January 2008 - Channel Crossing: Retail

PCI Compliance: Why POS Systems Make Retailers Vulnerable

By Bob Vieraitis

According to Gartner, four out of five data breaches are happening at point-of-sale (POS) systems. It is more prevalent now because POS systems are running newer applications that need to be updated frequently. Furthermore, today’s POS systems run on commercial operating systems, where credit data is either stored on disk or in memory-making them an attractive target for hackers. It can be difficult to ensure these systems are compliant with the Payment Card Industry Data Security Standard (PCI DSS).

The shift toward standardization, such as Unified Point of Sale in the retail industry, has enabled POS systems to become increasingly interconnected. It also has allowed for the use of off-the-shelf software on commoditized hardware running systems such as Windows XP Embedded and Linux. This provides flexibility for software selection, faster time-to-market and mid-cycle adoption of new technologies, but this flexibility has come at a potentially steep price-compliance challenges.

The PCI DSS requirements that pose the greatest challenge for POS equipment and software are requirements 5, 6, 10 and 11. Requirement 5 states that you must use and regularly update anti-virus software. This is challenging because anti-virus software can be high overhead for a low-footprint POS system. POS system providers cannot jeopardize the availability of those systems by having anti-virus software constantly running, creating a drain on system resources.

Requirement 6 states that you must develop and maintain secure systems and applications. The key here is the word “maintain.” It is difficult for POS equipment providers to ensure their systems sustain PCI compliance after they are shipped through the dealer network and put into production.

Requirement 10 states that you “track and monitor all access to network resources and cardholder data.” POS systems today are highly networked, and monitoring exactly what is happening on those systems can be challenging.

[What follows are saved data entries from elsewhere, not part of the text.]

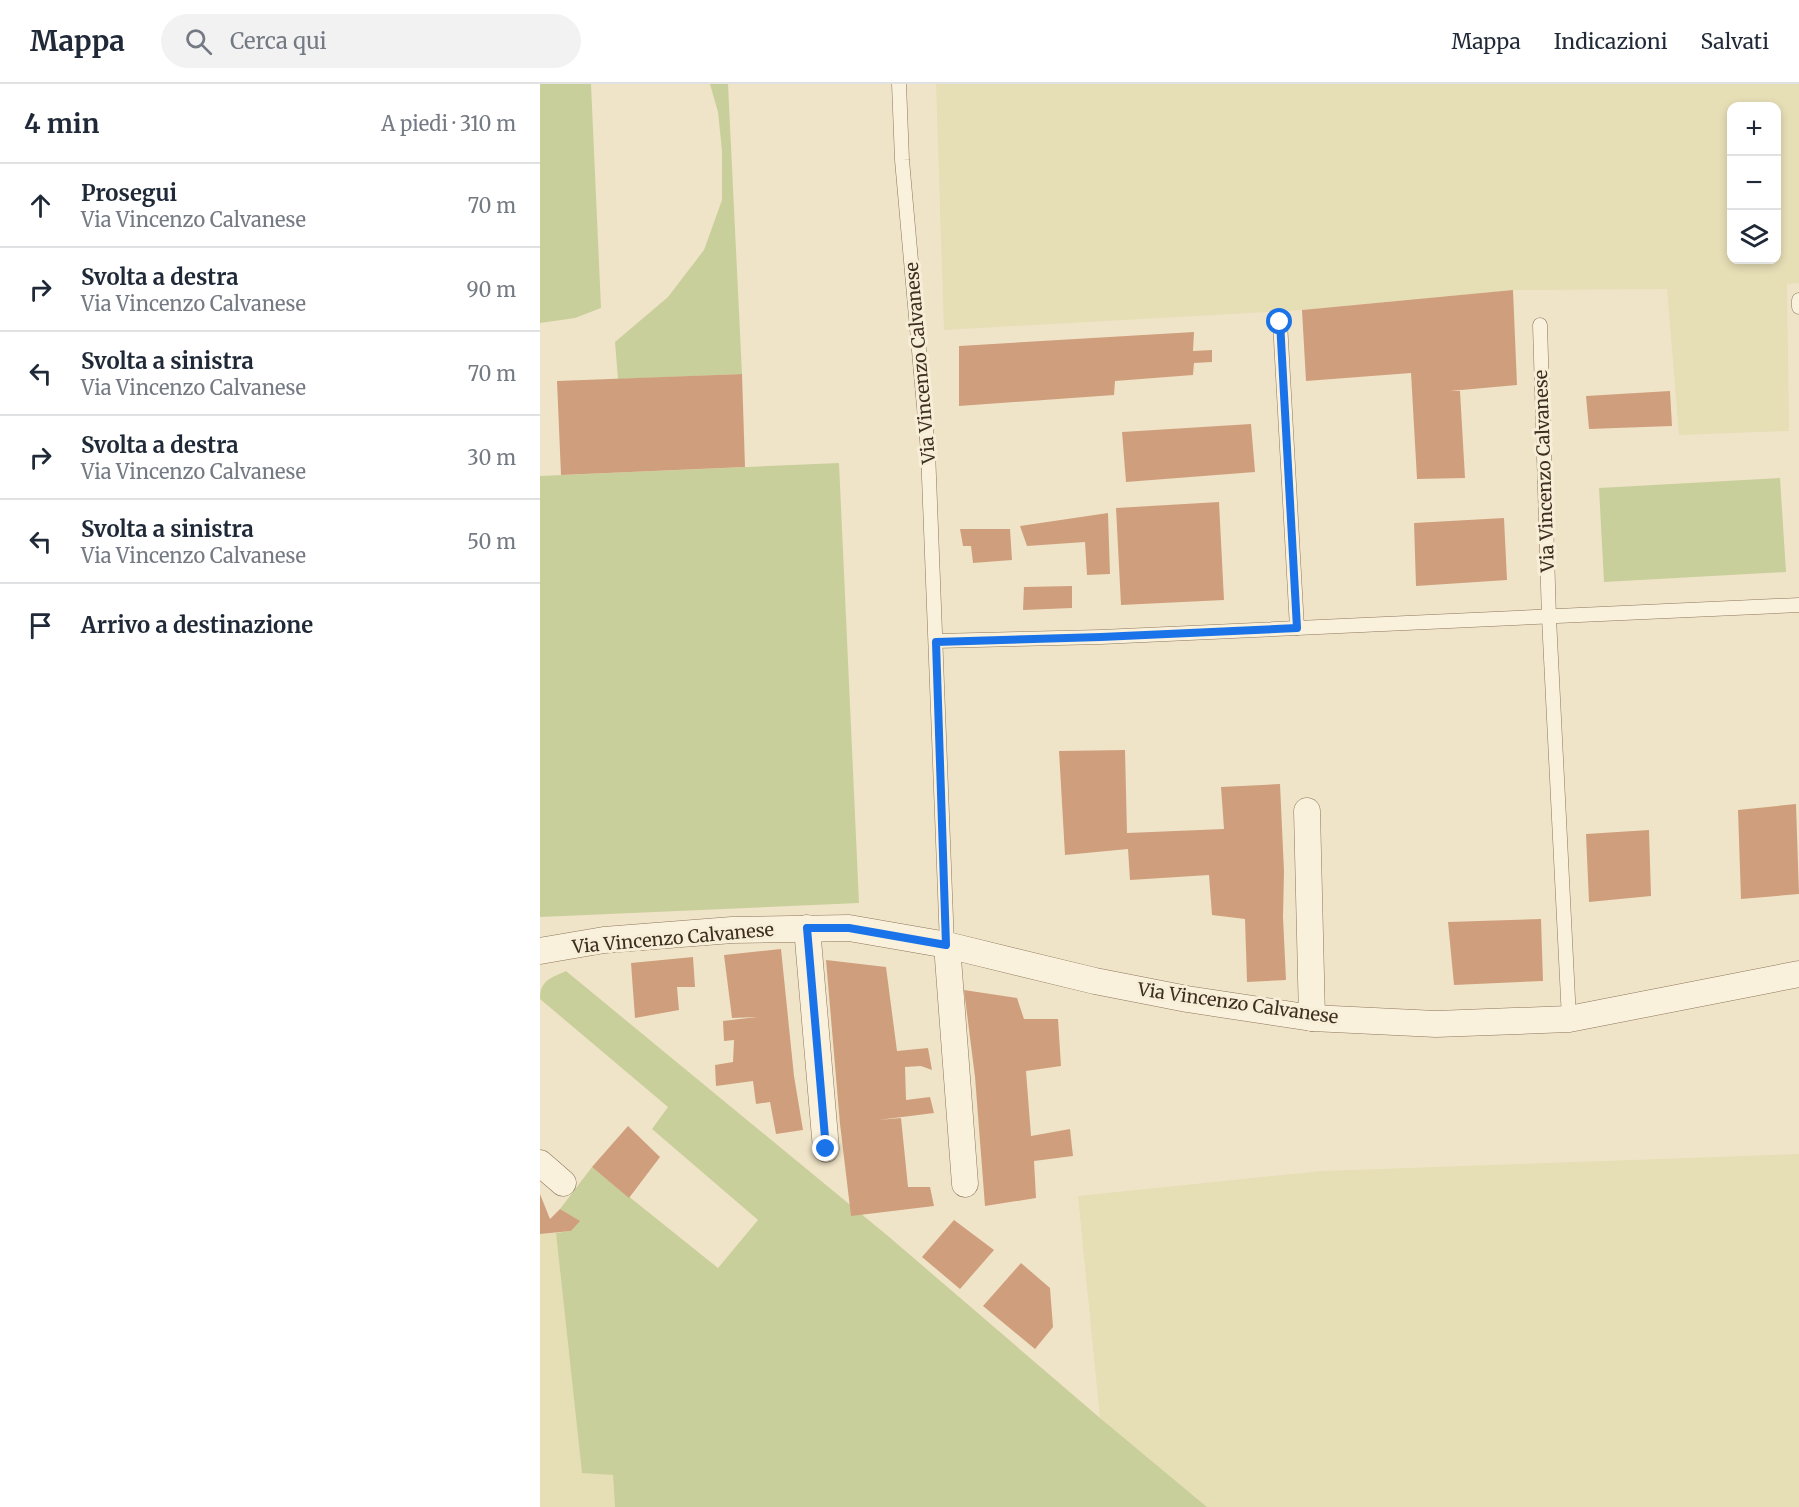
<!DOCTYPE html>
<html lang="it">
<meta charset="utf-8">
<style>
:root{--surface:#fff;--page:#f2f2f3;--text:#1f2937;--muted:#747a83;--line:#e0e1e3}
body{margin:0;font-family:Merriweather,serif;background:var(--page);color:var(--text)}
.controls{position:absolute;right:18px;top:18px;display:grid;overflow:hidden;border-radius:12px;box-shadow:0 3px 9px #0003}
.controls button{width:54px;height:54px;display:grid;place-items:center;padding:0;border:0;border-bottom:2px solid var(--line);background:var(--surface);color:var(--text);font:30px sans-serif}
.stop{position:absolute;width:18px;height:18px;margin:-14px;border:4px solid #1a73e8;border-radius:50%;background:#fff}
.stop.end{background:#1a73e8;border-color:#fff;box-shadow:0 2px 6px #0008}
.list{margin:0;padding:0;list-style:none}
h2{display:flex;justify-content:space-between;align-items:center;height:78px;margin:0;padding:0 24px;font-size:26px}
h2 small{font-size:20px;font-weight:400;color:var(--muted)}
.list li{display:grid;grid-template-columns:39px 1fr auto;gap:18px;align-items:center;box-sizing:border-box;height:84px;padding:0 24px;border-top:2px solid var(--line)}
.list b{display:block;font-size:22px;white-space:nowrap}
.list p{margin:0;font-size:20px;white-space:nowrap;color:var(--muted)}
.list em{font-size:20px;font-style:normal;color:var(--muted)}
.icon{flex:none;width:33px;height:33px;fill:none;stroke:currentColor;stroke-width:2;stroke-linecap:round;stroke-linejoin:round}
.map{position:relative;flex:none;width:1259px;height:1423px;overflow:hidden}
header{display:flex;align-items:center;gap:36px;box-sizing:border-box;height:84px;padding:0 30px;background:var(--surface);border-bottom:2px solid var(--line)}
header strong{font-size:28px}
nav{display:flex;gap:33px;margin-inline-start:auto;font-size:21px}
.search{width:420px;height:54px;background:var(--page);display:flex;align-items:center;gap:15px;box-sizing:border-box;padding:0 21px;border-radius:33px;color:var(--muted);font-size:22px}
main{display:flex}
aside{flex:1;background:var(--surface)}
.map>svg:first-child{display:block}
.farmland{fill:#e6deb5;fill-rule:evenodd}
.green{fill:#c9cf9b}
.building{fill:#cf9f7d}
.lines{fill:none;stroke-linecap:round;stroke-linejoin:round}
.lane-casing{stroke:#8d765c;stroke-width:15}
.street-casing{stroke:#8d765c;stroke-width:27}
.lane{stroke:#faf1dc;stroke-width:14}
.street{stroke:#faf1dc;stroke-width:26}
.route{stroke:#1a73e8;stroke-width:8}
.labels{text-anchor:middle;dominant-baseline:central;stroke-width:6;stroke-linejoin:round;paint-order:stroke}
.street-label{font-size:18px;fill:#3d2e20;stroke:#f7eed8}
</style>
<header>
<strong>Mappa</strong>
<div class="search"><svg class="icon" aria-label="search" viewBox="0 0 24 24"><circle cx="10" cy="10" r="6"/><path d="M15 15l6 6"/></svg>Cerca qui</div>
<nav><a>Mappa</a><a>Indicazioni</a><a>Salvati</a></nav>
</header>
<main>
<aside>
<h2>4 min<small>A piedi · 310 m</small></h2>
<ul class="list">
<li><svg class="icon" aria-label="ahead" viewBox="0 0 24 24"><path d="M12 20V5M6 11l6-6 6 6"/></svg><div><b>Prosegui</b><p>Via Vincenzo Calvanese</p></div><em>70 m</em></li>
<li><svg class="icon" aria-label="right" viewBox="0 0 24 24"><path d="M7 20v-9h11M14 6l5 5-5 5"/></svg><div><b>Svolta a destra</b><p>Via Vincenzo Calvanese</p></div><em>90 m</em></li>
<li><svg class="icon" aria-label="left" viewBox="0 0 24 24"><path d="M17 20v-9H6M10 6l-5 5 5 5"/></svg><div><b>Svolta a sinistra</b><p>Via Vincenzo Calvanese</p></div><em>70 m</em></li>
<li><svg class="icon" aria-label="right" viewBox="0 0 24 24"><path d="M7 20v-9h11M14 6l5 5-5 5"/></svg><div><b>Svolta a destra</b><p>Via Vincenzo Calvanese</p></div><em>30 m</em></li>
<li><svg class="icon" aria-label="left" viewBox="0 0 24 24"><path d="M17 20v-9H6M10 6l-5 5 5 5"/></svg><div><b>Svolta a sinistra</b><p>Via Vincenzo Calvanese</p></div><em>50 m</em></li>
<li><svg class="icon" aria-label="arrive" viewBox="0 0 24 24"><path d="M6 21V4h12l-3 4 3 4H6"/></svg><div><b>Arrivo a destinazione</b></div></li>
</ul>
</aside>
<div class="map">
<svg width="1259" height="1423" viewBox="0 0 1259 1423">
<rect width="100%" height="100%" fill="#f0e4c8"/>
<!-- farmland -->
<g class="farmland">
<path d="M396,0H1259V199L1247,200L1249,347L1139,351L1127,205L973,206L762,226L404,246ZM1192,22H1236V176H1192Z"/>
<path d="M1259,1070V1423H667L560,1334L538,1112L782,1087Z"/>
<path d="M16,1149L42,1388L73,1391L75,1423H0V1150Z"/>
</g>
<!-- green -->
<g class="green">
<path d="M0,0H51L61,224L35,234L0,239Z"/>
<path d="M170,0H188L202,290L78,295L75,258L128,213L164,166L182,116V67L178,28Z"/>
<path d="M299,379L319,819L0,833V392Z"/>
<path d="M1240,394L1246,488L1064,498L1059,404Z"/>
<path d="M26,887L348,1152L560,1334L667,1423H75L73,1391L42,1389L16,1149L31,1147L39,1137L20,1125L52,1083L178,1184L218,1136L112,1045L128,1023L0,915C0,896 11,894 26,887Z"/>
</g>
<!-- building -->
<g class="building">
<path d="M973,206L977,301L910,307H920L925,394L877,395L871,289L766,297L762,226Z"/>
<path d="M654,248L653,267L672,266V278L654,279L653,291L575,297L574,311L419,322V262Z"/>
<path d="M202,290L205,383L21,391L17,297Z"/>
<path d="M1130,307L1132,342L1049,345L1046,312Z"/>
<path d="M711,340L715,388L586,398L582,348Z"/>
<path d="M679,418L684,516L581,521L576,424Z"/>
<path d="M568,429L570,490L547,491L545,458L487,462L480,442Z"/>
<path d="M964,434L967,496L876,502L874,439Z"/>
<path d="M420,445H470L472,476L433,479L431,462H423Z"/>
<path d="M532,502V524L483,526L484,503Z"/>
<path d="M585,666L587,749L684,745L681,703L740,700L744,787L743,833L746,896L707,898L705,835L672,831L669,791L590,796L588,765L525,771L519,667Z"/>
<path d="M1256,720L1259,810L1201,815L1198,726Z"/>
<path d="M1109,746L1111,812L1049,818L1046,750Z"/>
<path d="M1001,835L1003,897L914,901L908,838Z"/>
<path d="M241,865L254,992L263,1046L236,1050L230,1018L216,1020L213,997L176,1002L175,981L193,978L194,956L184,957L183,937L217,933L192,934L184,871Z"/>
<path d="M153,873L155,903H137L139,926L95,934L91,879Z"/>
<path d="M286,876L346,883L357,967L388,964L392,986L381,982L365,983L366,1016L390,1013L394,1029L338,1036L361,1034L368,1103H390L394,1122L311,1132L300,1040Z"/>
<path d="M424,906L477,914L484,935H518L521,982L486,987L491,1052L530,1045L533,1072L494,1077L496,1114L445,1122L435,993Z"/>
<path d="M88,1042L120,1073L89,1114L52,1083Z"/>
<path d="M0,1110L10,1135L20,1125L40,1137L31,1147L0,1150Z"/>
<path d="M414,1136L454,1166L420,1205L382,1173Z"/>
<path d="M481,1179L510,1204L513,1243L495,1265L443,1222Z"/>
</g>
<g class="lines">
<defs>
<g id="lane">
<path d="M359,0L362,76L388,367L407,861"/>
<path d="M1259,216V223"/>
<path d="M740,238L757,544"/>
<path d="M1000,241L1009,534L1029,935"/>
<path d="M396,557L561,553L1259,521"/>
</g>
<g id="street">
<path d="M767,727L772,934"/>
<path d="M267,844L286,1065"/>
<path d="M407,861L425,1100"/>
<path d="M0,867L64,856L192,846L309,844L407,861L555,897L647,915L772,934L896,940L1029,935L1259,890"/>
<path d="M0,1079L23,1099"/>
</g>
</defs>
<!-- lane casing -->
<use href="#lane" class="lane-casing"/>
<!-- street casing -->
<use href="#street" class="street-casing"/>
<!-- lane -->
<use href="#lane" class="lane"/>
<!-- street -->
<use href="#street" class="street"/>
</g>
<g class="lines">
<!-- route -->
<path class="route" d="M286,1065L267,844H309L406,861L396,558L561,553L757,544L740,238"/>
</g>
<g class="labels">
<!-- street labels -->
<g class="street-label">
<text transform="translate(380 279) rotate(-95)">Via Vincenzo Calvanese</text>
<text transform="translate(1004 387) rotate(-92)">Via Vincenzo Calvanese</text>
<text transform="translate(133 854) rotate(-5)">Via Vincenzo Calvanese</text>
<text transform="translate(698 919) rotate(8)">Via Vincenzo Calvanese</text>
</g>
</g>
</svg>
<div class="controls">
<button>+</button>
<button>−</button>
<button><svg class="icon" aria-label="layers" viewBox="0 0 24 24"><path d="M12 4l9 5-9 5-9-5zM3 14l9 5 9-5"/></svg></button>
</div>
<div class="stop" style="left:740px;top:238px"></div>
<div class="stop end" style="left:286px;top:1065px"></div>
</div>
</main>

Finally, requirement 11 requires that you “regularly test security systems and processes.” Again, this can be challenging as POS systems are shipped through a dealer network and are put into production across many distributed retail locations.

A solution is change control software. Installed as a foundation of a POS system, it controls what software runs on the device, as well as what software is installed, uninstalled, upgraded or modified to the base software image once in production. Change control is low-footprint software that runs transparently on a POS system. The software acts as a “concrete wrapper” around the gold base image of a POS system to ensure the POS system in production is secure and cannot be compromised. And because any changes attempted by malicious code or unauthorized users are prevented, the need for anti-virus and other security software packages is eliminated.